Retype every line of the records exactly.

[[ INPUT DATA, beginning ]]

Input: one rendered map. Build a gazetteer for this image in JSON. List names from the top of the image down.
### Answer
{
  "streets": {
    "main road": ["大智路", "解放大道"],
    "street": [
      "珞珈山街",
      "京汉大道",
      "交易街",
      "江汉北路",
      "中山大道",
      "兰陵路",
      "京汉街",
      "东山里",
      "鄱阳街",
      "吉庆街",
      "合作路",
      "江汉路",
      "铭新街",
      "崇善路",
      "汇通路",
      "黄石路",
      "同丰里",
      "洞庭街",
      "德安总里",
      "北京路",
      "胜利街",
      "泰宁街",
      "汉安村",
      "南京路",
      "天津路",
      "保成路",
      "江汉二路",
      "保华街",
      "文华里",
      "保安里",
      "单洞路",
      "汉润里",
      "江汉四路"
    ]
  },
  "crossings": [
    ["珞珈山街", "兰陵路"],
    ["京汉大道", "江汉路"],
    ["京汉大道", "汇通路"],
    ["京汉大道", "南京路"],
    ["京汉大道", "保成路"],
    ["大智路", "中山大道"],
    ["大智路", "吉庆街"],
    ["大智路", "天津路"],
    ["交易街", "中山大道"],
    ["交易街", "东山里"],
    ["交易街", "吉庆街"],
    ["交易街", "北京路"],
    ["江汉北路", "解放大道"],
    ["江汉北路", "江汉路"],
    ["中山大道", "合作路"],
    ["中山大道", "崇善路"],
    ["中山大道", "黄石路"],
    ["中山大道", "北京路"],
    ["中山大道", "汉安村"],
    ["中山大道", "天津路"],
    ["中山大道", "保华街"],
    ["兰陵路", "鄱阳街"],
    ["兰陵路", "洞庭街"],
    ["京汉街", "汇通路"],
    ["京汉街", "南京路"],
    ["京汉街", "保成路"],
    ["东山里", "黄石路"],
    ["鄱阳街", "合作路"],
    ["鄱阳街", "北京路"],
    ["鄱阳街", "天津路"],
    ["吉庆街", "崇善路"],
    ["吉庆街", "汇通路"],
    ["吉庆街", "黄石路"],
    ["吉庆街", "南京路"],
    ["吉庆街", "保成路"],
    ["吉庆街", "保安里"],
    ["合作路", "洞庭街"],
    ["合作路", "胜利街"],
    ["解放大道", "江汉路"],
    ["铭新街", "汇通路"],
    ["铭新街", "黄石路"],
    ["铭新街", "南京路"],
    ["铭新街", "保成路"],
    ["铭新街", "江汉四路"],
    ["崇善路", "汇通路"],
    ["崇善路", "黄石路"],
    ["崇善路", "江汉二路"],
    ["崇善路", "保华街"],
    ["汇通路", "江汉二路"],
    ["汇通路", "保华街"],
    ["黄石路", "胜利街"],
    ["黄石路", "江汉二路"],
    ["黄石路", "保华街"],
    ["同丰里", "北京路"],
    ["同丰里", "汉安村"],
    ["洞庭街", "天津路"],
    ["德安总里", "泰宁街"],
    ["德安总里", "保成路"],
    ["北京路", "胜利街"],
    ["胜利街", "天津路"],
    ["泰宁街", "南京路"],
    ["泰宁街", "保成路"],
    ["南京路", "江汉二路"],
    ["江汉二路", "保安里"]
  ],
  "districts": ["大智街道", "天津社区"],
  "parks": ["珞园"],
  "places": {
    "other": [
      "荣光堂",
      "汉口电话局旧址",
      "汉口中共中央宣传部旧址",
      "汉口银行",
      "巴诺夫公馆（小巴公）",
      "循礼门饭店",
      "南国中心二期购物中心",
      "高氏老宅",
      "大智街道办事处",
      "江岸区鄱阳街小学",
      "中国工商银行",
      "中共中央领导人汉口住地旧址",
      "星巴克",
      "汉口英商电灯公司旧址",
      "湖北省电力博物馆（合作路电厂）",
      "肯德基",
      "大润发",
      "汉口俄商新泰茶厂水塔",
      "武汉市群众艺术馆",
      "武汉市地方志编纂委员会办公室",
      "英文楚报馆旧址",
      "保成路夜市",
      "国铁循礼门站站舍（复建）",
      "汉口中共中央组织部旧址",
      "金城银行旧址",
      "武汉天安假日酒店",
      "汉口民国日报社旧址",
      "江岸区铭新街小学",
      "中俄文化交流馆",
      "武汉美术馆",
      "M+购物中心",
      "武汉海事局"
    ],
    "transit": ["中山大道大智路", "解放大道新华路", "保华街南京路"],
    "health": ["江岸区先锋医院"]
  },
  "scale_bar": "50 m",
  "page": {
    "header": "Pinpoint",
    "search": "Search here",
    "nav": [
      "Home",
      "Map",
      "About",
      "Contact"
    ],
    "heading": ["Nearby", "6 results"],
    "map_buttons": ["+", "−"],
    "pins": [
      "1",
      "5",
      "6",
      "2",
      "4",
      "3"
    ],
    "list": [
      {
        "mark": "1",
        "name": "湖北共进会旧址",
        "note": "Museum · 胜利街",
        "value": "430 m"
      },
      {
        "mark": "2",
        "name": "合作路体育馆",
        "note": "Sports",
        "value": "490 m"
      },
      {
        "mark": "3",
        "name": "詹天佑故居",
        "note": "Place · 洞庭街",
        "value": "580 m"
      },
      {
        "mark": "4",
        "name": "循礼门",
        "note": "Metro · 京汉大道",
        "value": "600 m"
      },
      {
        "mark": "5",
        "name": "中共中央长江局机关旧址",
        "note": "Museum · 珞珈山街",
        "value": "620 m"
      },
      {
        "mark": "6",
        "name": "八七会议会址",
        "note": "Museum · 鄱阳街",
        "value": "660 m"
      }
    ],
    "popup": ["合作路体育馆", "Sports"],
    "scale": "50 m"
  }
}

[[ INPUT DATA, end ]]

» SOLUTION TO THE PROBLEM:
Input: one rendered map. Build a gazetteer for this image in JSON. List names from the top of the image down.
### Answer
{
  "streets": {
    "main road": ["大智路", "解放大道"],
    "street": [
      "珞珈山街",
      "京汉大道",
      "交易街",
      "江汉北路",
      "中山大道",
      "兰陵路",
      "京汉街",
      "东山里",
      "鄱阳街",
      "吉庆街",
      "合作路",
      "江汉路",
      "铭新街",
      "崇善路",
      "汇通路",
      "黄石路",
      "同丰里",
      "洞庭街",
      "德安总里",
      "北京路",
      "胜利街",
      "泰宁街",
      "汉安村",
      "南京路",
      "天津路",
      "保成路",
      "江汉二路",
      "保华街",
      "文华里",
      "保安里",
      "单洞路",
      "汉润里",
      "江汉四路"
    ]
  },
  "crossings": [
    ["珞珈山街", "兰陵路"],
    ["京汉大道", "江汉路"],
    ["京汉大道", "汇通路"],
    ["京汉大道", "南京路"],
    ["京汉大道", "保成路"],
    ["大智路", "中山大道"],
    ["大智路", "吉庆街"],
    ["大智路", "天津路"],
    ["交易街", "中山大道"],
    ["交易街", "东山里"],
    ["交易街", "吉庆街"],
    ["交易街", "北京路"],
    ["江汉北路", "解放大道"],
    ["江汉北路", "江汉路"],
    ["中山大道", "合作路"],
    ["中山大道", "崇善路"],
    ["中山大道", "黄石路"],
    ["中山大道", "北京路"],
    ["中山大道", "汉安村"],
    ["中山大道", "天津路"],
    ["中山大道", "保华街"],
    ["兰陵路", "鄱阳街"],
    ["兰陵路", "洞庭街"],
    ["京汉街", "汇通路"],
    ["京汉街", "南京路"],
    ["京汉街", "保成路"],
    ["东山里", "黄石路"],
    ["鄱阳街", "合作路"],
    ["鄱阳街", "北京路"],
    ["鄱阳街", "天津路"],
    ["吉庆街", "崇善路"],
    ["吉庆街", "汇通路"],
    ["吉庆街", "黄石路"],
    ["吉庆街", "南京路"],
    ["吉庆街", "保成路"],
    ["吉庆街", "保安里"],
    ["合作路", "洞庭街"],
    ["合作路", "胜利街"],
    ["解放大道", "江汉路"],
    ["铭新街", "汇通路"],
    ["铭新街", "黄石路"],
    ["铭新街", "南京路"],
    ["铭新街", "保成路"],
    ["铭新街", "江汉四路"],
    ["崇善路", "汇通路"],
    ["崇善路", "黄石路"],
    ["崇善路", "江汉二路"],
    ["崇善路", "保华街"],
    ["汇通路", "江汉二路"],
    ["汇通路", "保华街"],
    ["黄石路", "胜利街"],
    ["黄石路", "江汉二路"],
    ["黄石路", "保华街"],
    ["同丰里", "北京路"],
    ["同丰里", "汉安村"],
    ["洞庭街", "天津路"],
    ["德安总里", "泰宁街"],
    ["德安总里", "保成路"],
    ["北京路", "胜利街"],
    ["胜利街", "天津路"],
    ["泰宁街", "南京路"],
    ["泰宁街", "保成路"],
    ["南京路", "江汉二路"],
    ["江汉二路", "保安里"]
  ],
  "districts": ["大智街道", "天津社区"],
  "parks": ["珞园"],
  "places": {
    "other": [
      "荣光堂",
      "汉口电话局旧址",
      "汉口中共中央宣传部旧址",
      "汉口银行",
      "巴诺夫公馆（小巴公）",
      "循礼门饭店",
      "南国中心二期购物中心",
      "高氏老宅",
      "大智街道办事处",
      "江岸区鄱阳街小学",
      "中国工商银行",
      "中共中央领导人汉口住地旧址",
      "星巴克",
      "汉口英商电灯公司旧址",
      "湖北省电力博物馆（合作路电厂）",
      "肯德基",
      "大润发",
      "汉口俄商新泰茶厂水塔",
      "武汉市群众艺术馆",
      "武汉市地方志编纂委员会办公室",
      "英文楚报馆旧址",
      "保成路夜市",
      "国铁循礼门站站舍（复建）",
      "汉口中共中央组织部旧址",
      "金城银行旧址",
      "武汉天安假日酒店",
      "汉口民国日报社旧址",
      "江岸区铭新街小学",
      "中俄文化交流馆",
      "武汉美术馆",
      "M+购物中心",
      "武汉海事局"
    ],
    "transit": ["中山大道大智路", "解放大道新华路", "保华街南京路"],
    "health": ["江岸区先锋医院"]
  },
  "scale_bar": "50 m",
  "page": {
    "header": "Pinpoint",
    "search": "Search here",
    "nav": [
      "Home",
      "Map",
      "About",
      "Contact"
    ],
    "heading": ["Nearby", "6 results"],
    "map_buttons": ["+", "−"],
    "pins": [
      "1",
      "5",
      "6",
      "2",
      "4",
      "3"
    ],
    "list": [
      {
        "mark": "1",
        "name": "湖北共进会旧址",
        "note": "Museum · 胜利街",
        "value": "430 m"
      },
      {
        "mark": "2",
        "name": "合作路体育馆",
        "note": "Sports",
        "value": "490 m"
      },
      {
        "mark": "3",
        "name": "詹天佑故居",
        "note": "Place · 洞庭街",
        "value": "580 m"
      },
      {
        "mark": "4",
        "name": "循礼门",
        "note": "Metro · 京汉大道",
        "value": "600 m"
      },
      {
        "mark": "5",
        "name": "中共中央长江局机关旧址",
        "note": "Museum · 珞珈山街",
        "value": "620 m"
      },
      {
        "mark": "6",
        "name": "八七会议会址",
        "note": "Museum · 鄱阳街",
        "value": "660 m"
      }
    ],
    "popup": ["合作路体育馆", "Sports"],
    "scale": "50 m"
  }
}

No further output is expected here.